» **The input**
━━━

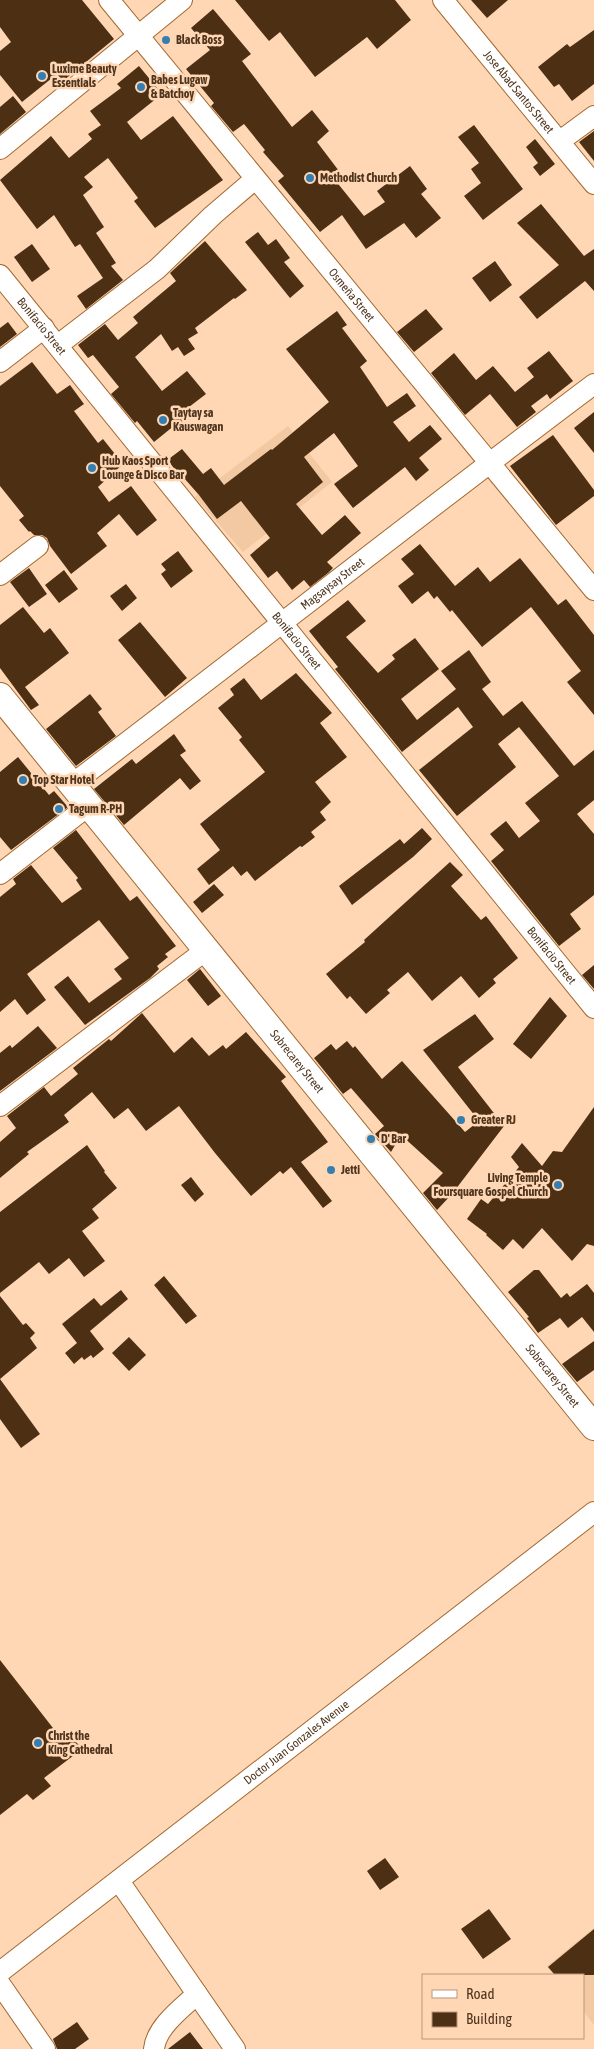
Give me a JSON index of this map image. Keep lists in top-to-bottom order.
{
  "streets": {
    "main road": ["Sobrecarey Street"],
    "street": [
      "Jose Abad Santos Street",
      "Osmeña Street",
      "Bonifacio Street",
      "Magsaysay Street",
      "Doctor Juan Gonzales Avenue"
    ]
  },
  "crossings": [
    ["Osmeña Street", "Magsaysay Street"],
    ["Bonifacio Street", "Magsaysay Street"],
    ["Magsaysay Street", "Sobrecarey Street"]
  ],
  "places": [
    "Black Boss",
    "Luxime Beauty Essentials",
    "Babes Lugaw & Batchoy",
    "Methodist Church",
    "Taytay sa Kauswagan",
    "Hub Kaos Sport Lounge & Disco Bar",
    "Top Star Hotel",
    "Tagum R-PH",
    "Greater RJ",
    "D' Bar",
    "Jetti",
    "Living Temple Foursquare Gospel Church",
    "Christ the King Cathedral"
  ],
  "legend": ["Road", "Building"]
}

━━━

» **Assignment**
For this exercise, gather every line of the data that contains the word "Magsaysay".

» **Completed task**
      "Magsaysay Street",
    ["Osmeña Street", "Magsaysay Street"],
    ["Bonifacio Street", "Magsaysay Street"],
    ["Magsaysay Street", "Sobrecarey Street"]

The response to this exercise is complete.